Der doppelte Klavierpart ist geradezu furios. Schnelle Akkordketten wechseln sich mit rasanten Läufen ab, das Ganze in einem komplexen Zusammenspiel der beiden Pianisten, die im wahrsten Sinne des Wortes alle Hände voll zu tun hatten. Mit kurzen Blicken synchronisierten sie die gegenseitigen Einsätze und jagten dann gemeinsam durch die Partitur. Lyrische Elemente stehen in diesem Stück nicht im Vordergrund – von den erwähnten Ausnahmen abgesehen. Harmonische und metrische Grenzgänge prägen stattdessen dieses Werk Die beiden Pianisten nutzten die Gelegenheit, ihr brillantes technisches Können zu zeigen, ohne deswegen in bloßes Virtuosentum zu verfallen.
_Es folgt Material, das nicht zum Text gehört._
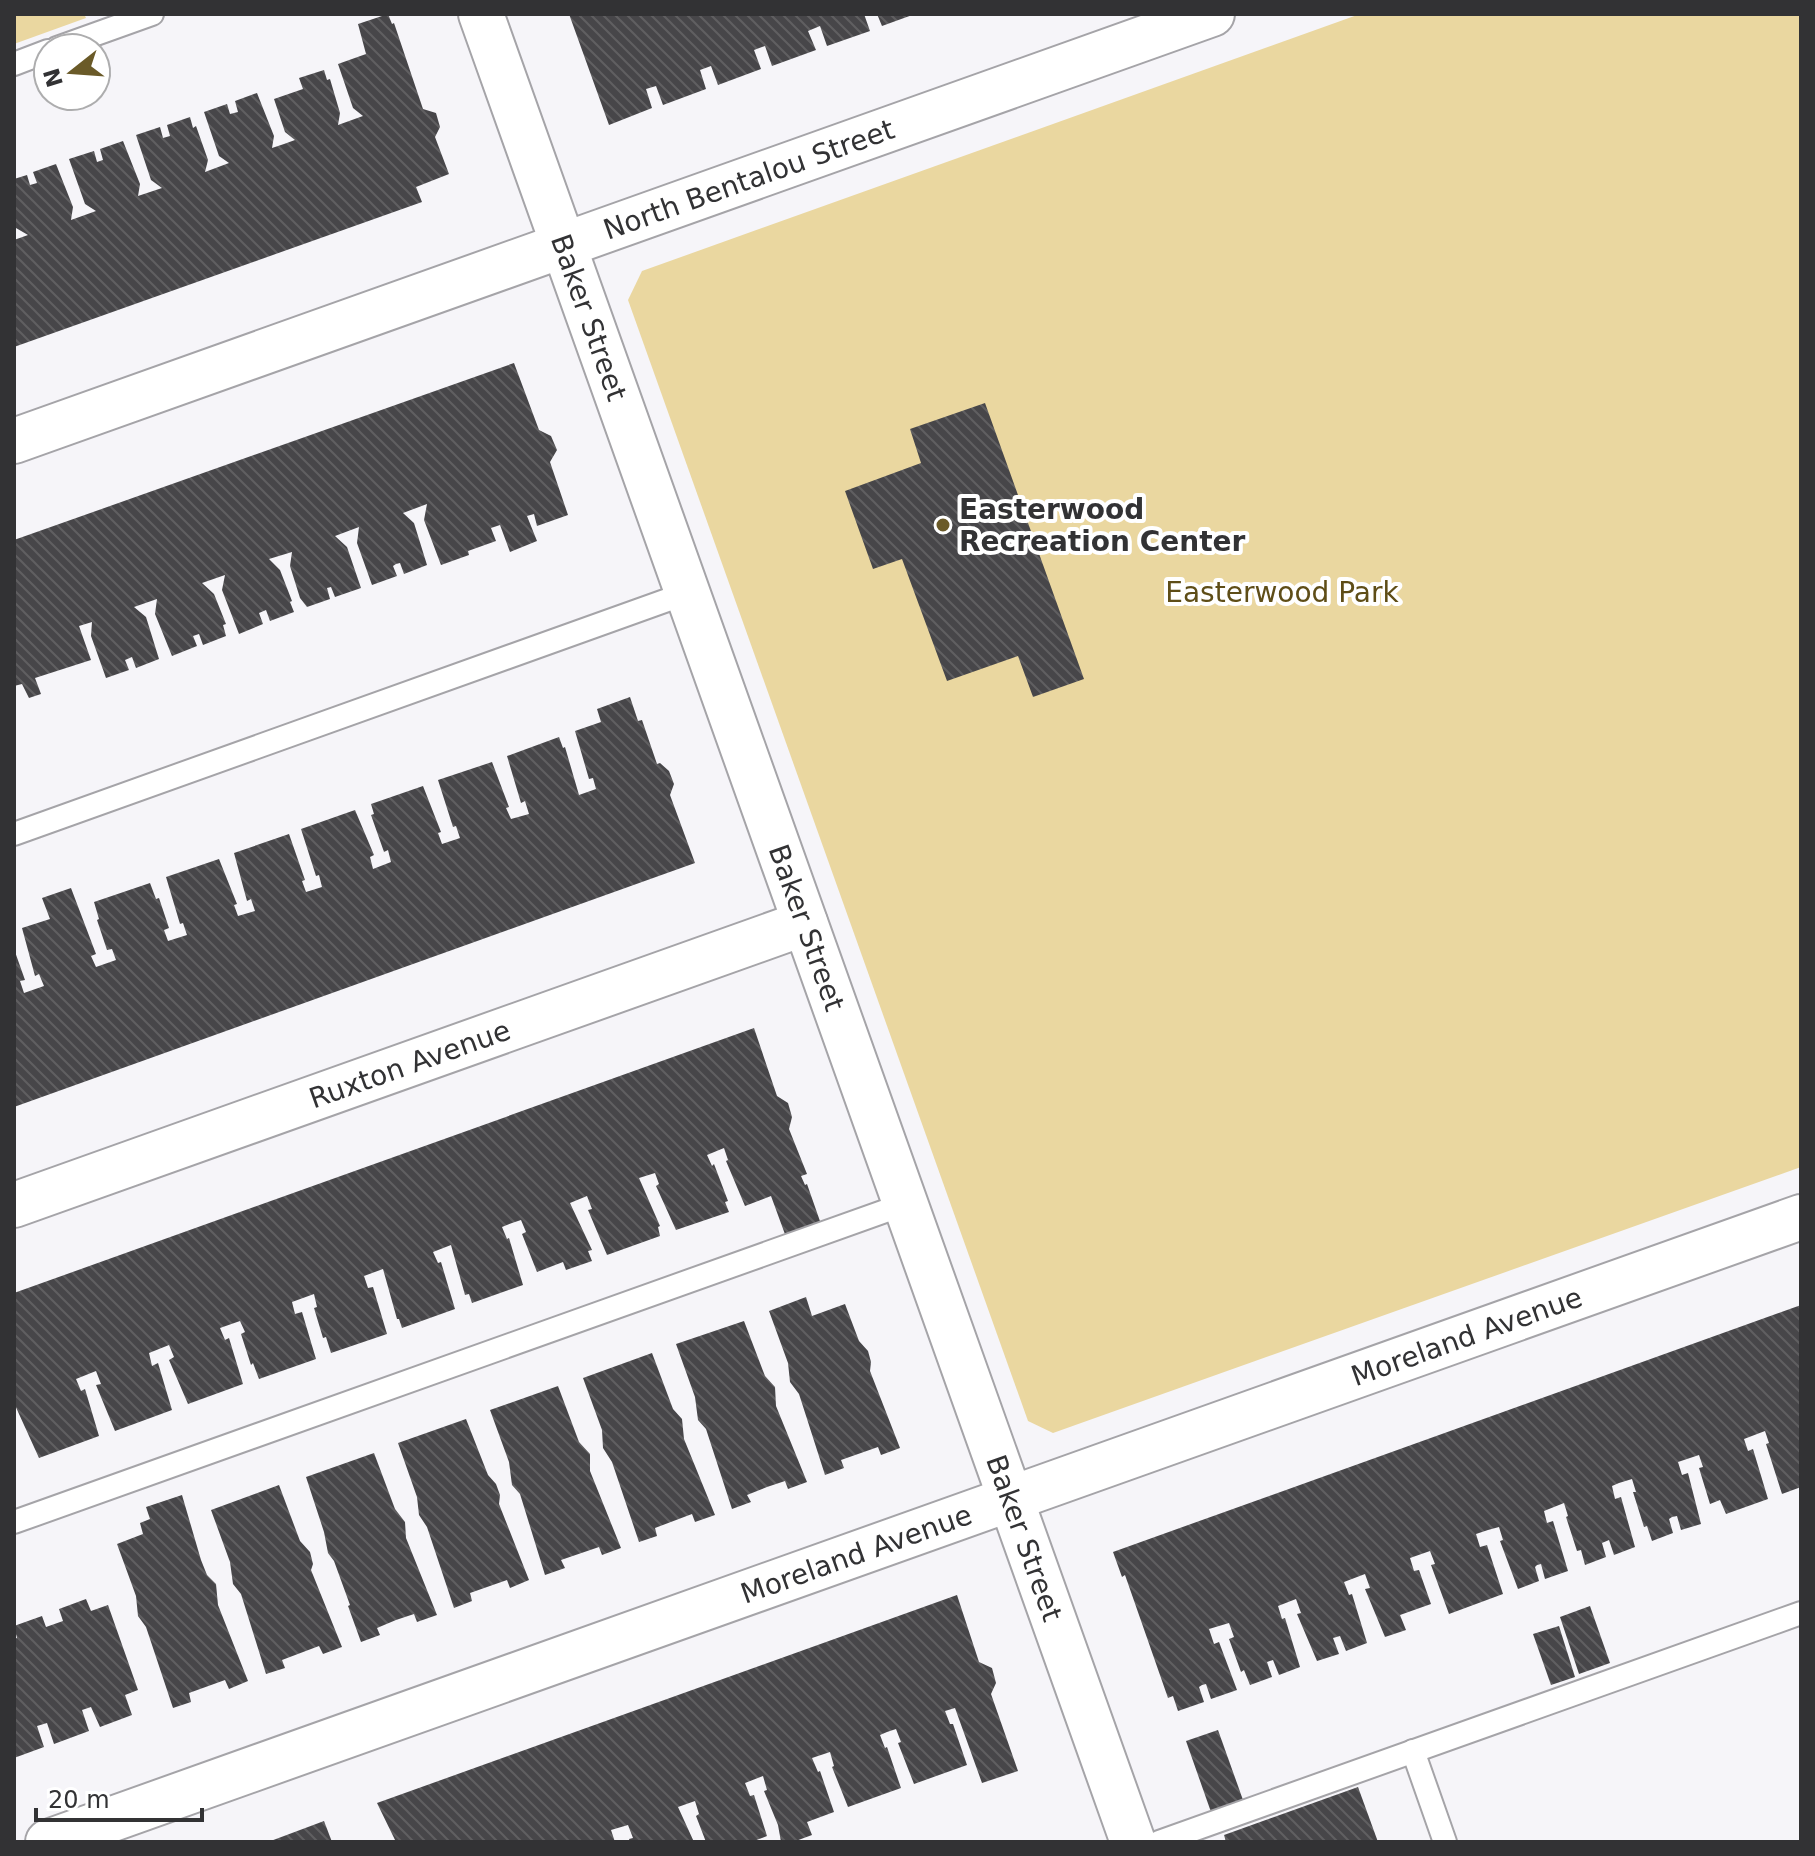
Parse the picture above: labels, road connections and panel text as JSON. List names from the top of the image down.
{
  "streets": {
    "street": [
      "North Bentalou Street",
      "Baker Street",
      "Ruxton Avenue",
      "Moreland Avenue"
    ]
  },
  "crossings": [
    ["North Bentalou Street", "Baker Street"],
    ["Baker Street", "Ruxton Avenue"],
    ["Baker Street", "Moreland Avenue"]
  ],
  "parks": ["Easterwood Park"],
  "places": ["Easterwood Recreation Center"],
  "scale_bar": "20 m",
  "north": "left"
}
Sie schafften es stattdessen, ihrer Interpretation ein Stück der emotionalen Zerrissenheit zu verleihen, die die Zeit kurz vor dem Zweiten Weltkrieg geprägt hat. 
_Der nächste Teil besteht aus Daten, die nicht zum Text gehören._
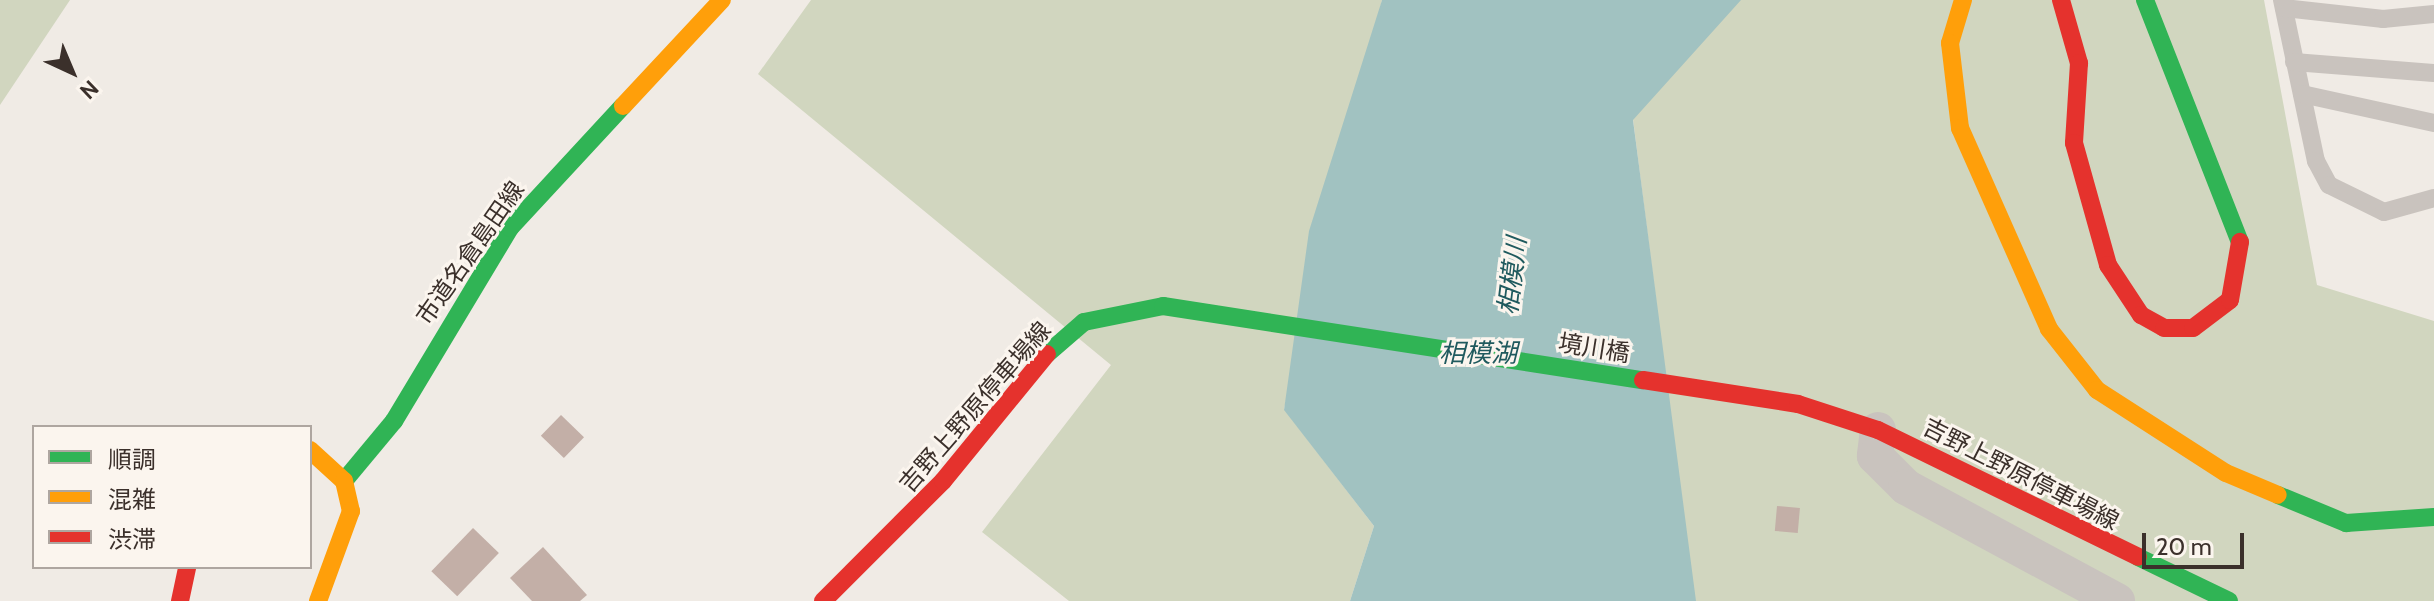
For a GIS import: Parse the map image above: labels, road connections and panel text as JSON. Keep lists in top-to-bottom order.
{
  "streets": {
    "main road": ["市道名倉島田線", "境川橋", "吉野上野原停車場線"]
  },
  "crossings": [
    ["境川橋", "吉野上野原停車場線"]
  ],
  "water": ["相模川", "相模湖"],
  "legend": ["順調", "混雑", "渋滞"],
  "scale_bar": "20 m",
  "north": "bottom right"
}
Das Publikum zeigte sich von dieser pianistischen Leistung derart beeindruckt, dass die beiden Solisten noch zwei Zugaben präsentierten: die virtuosen Paganini-Variationen des polnischen Komponisten Witold Lutoslawski, die wie Poulencs Stück die Grenzen der Tonalität streifen, sowie ein anderes modernes Stück.
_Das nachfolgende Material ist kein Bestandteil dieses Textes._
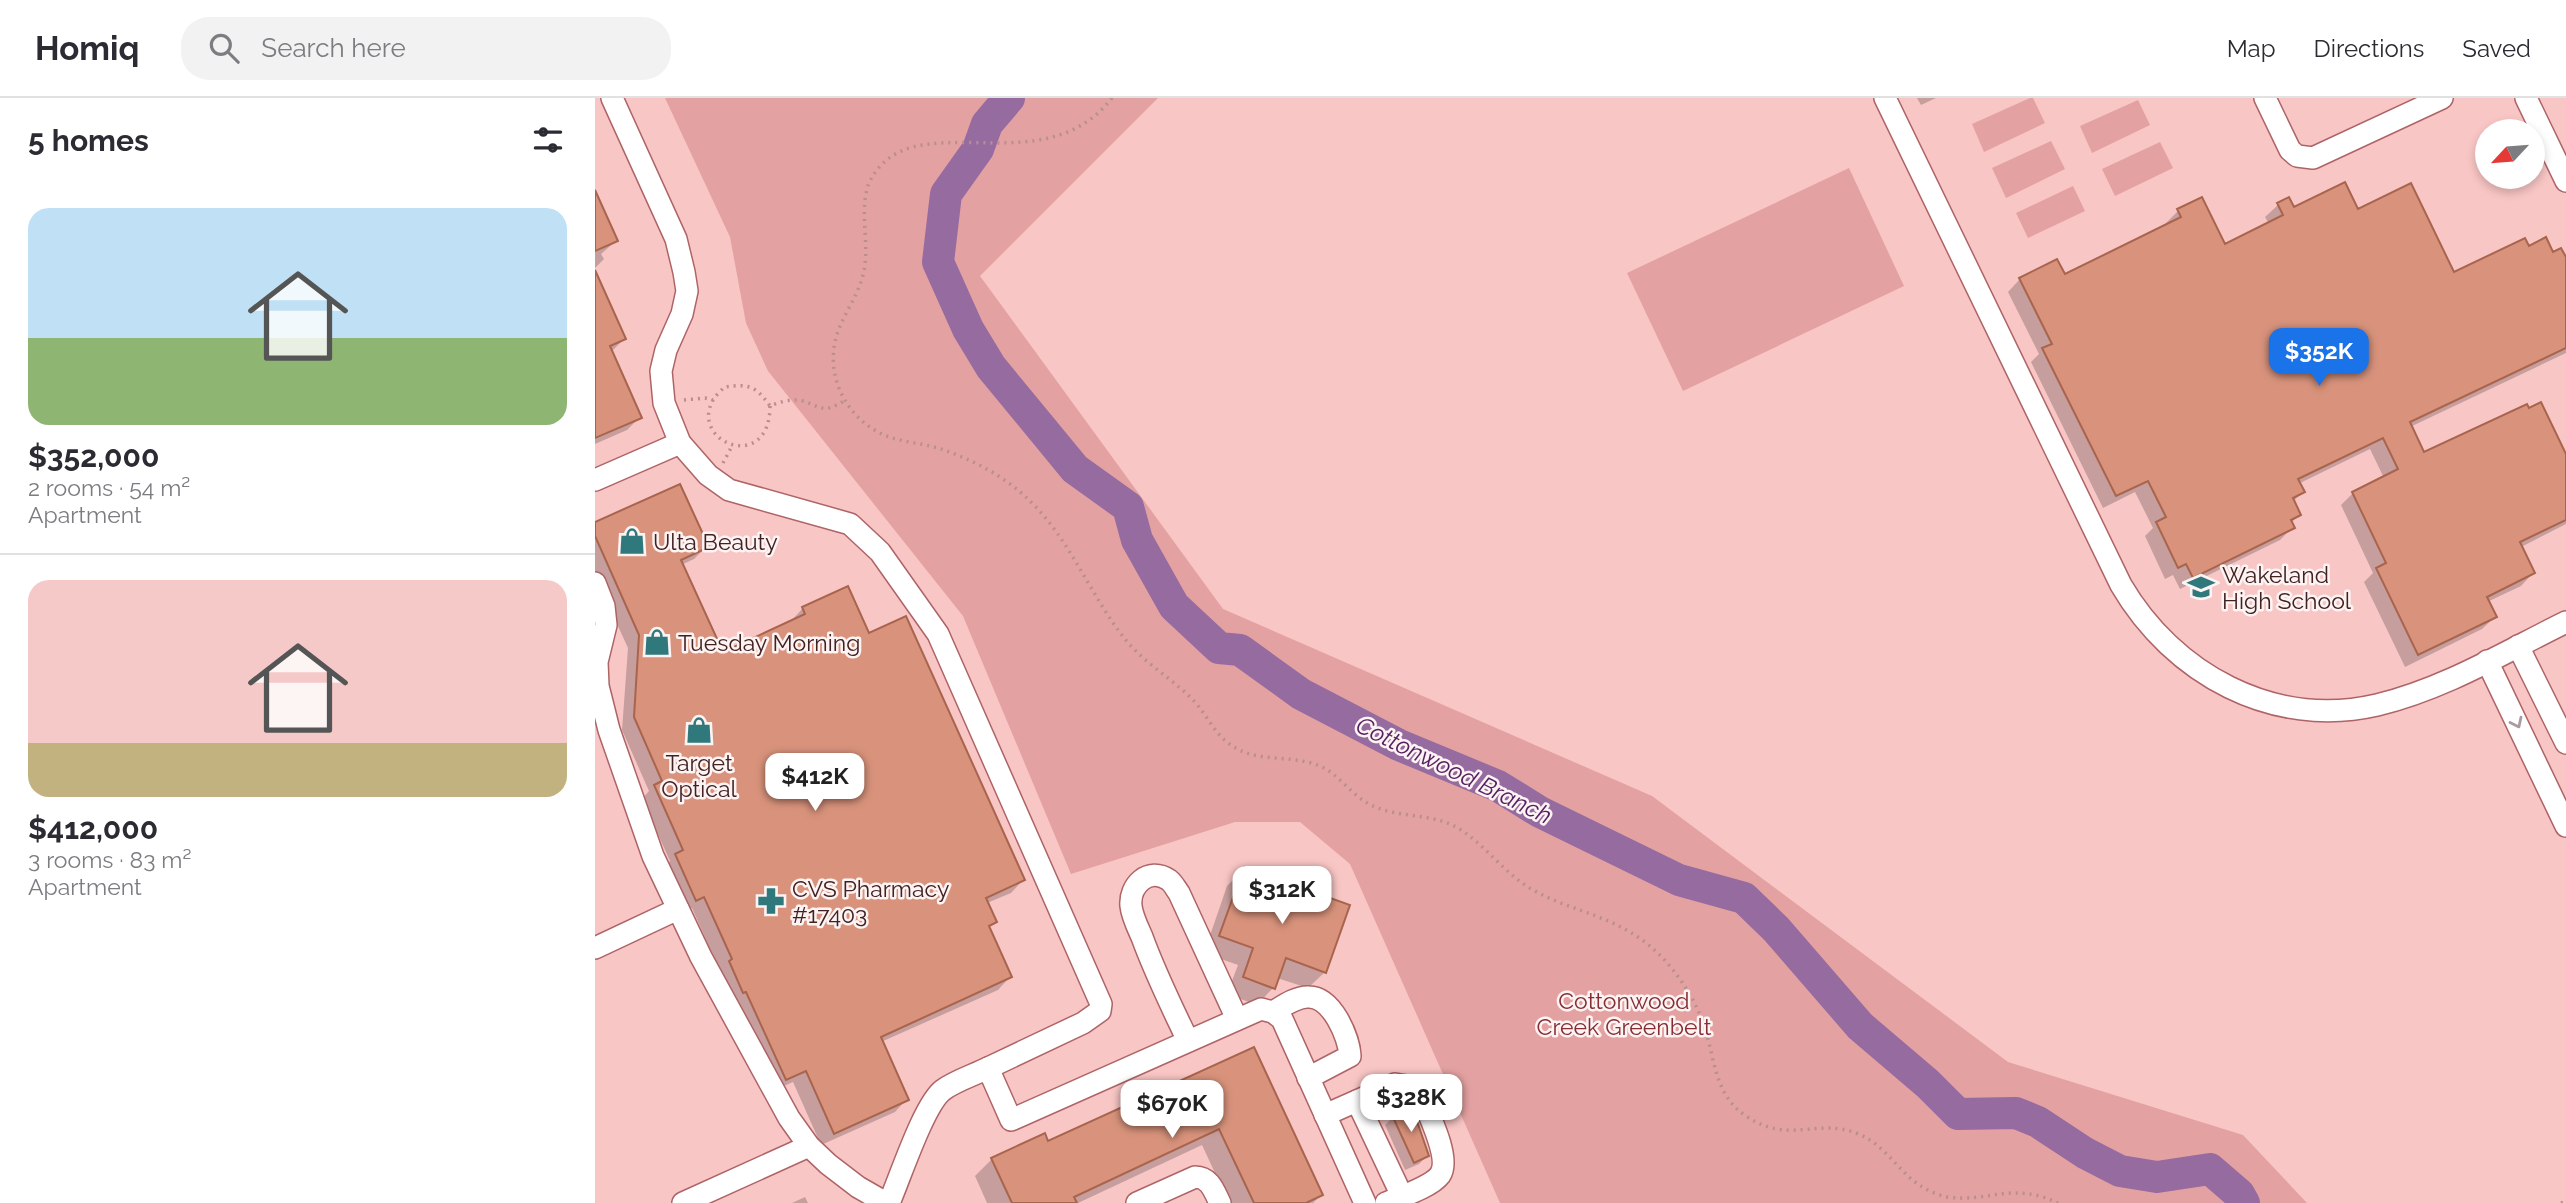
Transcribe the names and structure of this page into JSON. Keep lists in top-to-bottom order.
{
  "water": ["Cottonwood Branch"],
  "parks": ["Cottonwood Creek Greenbelt"],
  "places": {
    "shop": ["Ulta Beauty", "Tuesday Morning", "Target Optical"],
    "school or university": ["Wakeland High School"],
    "pharmacy": ["CVS Pharmacy #17403"]
  },
  "north": "bottom left",
  "page": {
    "header": "Homiq",
    "search": "Search here",
    "nav": ["Map", "Directions", "Saved"],
    "heading": "5 homes",
    "list": [
      {
        "name": "$352,000",
        "note": "2 rooms · 54 m² · Apartment"
      },
      {
        "name": "$412,000",
        "note": "3 rooms · 83 m² · Apartment"
      }
    ],
    "price": [
      "$352K",
      "$412K",
      "$312K",
      "$328K",
      "$670K"
    ]
  }
}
Der zweite Teil war der instrumentalen Orchestermusik des frühen 20. Jahrhunderts gewidmet. Maurice Ravels „Pavane pour une infante défunte“ ist als würdevoller Tanz auf den Tod einer jungen Infantin gedacht, lässt sich aber auch als Abgesang auf die herkömmliche Musik interpretieren, da Ravel mit Kritikern und einem großen Teil des Publikums auf Kriegsfuß stand. Seine neuartige Harmonik und Metrik, die feste Gewohnheiten und Frage stellte und „Grenzen verwischte“, verunsicherte die musikalische Öffentlichkeit und weckte entsprechende Kritik. Die raffinierten Klangfarben und langgezogenen Motivbögen wecken Assoziationen von Melancholie, Resignation und Weltferne. Julia Jones lotete die Klangvariationen mit dem Orchester bis in die Details aus und ließ immer wieder neue Klangbilder erblühen.

Den Schluss des Programms bildete Claude Debussys bekanntes sinfonisches Werk „La Mer“, in dem er das Wesen der See beschreibt. Doch im Gegensatz zu einem Smetana, der in der „Moldau“ den gurgelnden und dahinströmenden Fluß lautmalerisch darstellt, geht es in Debussys Stück nicht um die unmittelbare Wiedergabe des Gegenstands „Meer“ sondern um die Assoziationen, die es beim Menschen weckt. Dazu gehört die langsam aufkommende Morgendämmerung, die über einem noch stillen, grauen Horizont aufsteigt, genauso wie die strahlende Sonne, die sich später über dem Meer erhebt und schließlich eine im wörtlichen Sinne „brüllende“ Mittagshitze ausstrahlt. Entsprechend endet der mit „De l´aube à midi sur mer“ übertitelte Kopfsatz mit einem expressiven Ausbruch des gesamten Orchesters. Der zweite Satz – „Spiel der Wellen“ – beschreibt musikalisch die unaufhörlich hin- ud herwogenden Wellen auf dem Meer. Die Streicher liefern dabei den wogenden Grundton der Dünung, während die hellen Bläser darüber die kleinen, kreuz ud quer laufenden Wellen markieren. Wenn überhaupt, ist in diesem Teil etwas von programmatischer Musik zu spüren. Der Finalsatz steigert dieses Spiel zu einem veritablen Sturm, bei dem es musikalisch recht heftig zugeht. Immer neue Klangbilder sorgen für eine bedrohliche bis erregte Stimmung.

Julia Jones entlockte dem Orchester gerade bei diesem letzten Werk Höchstleistungen in der Intonation und Klangbildung. In den Köpfen der Zuhörer erzeugte sie mit suggestiver kraft die Vorstellung eines anfangs ruhigen Meeres, das der Wind später in heftige Bewegungen versetzt. Und das gelang, wie bereits erwähnt, nicht durch vordergründige Nachbildung von Naturvorgängen sondern durch die Neuerschaffung eben dieser Assoziationen mit Mitteln des Klanges.

Das Publikum war begeistert und zeigte dies durch lang anhaltenden Beifall.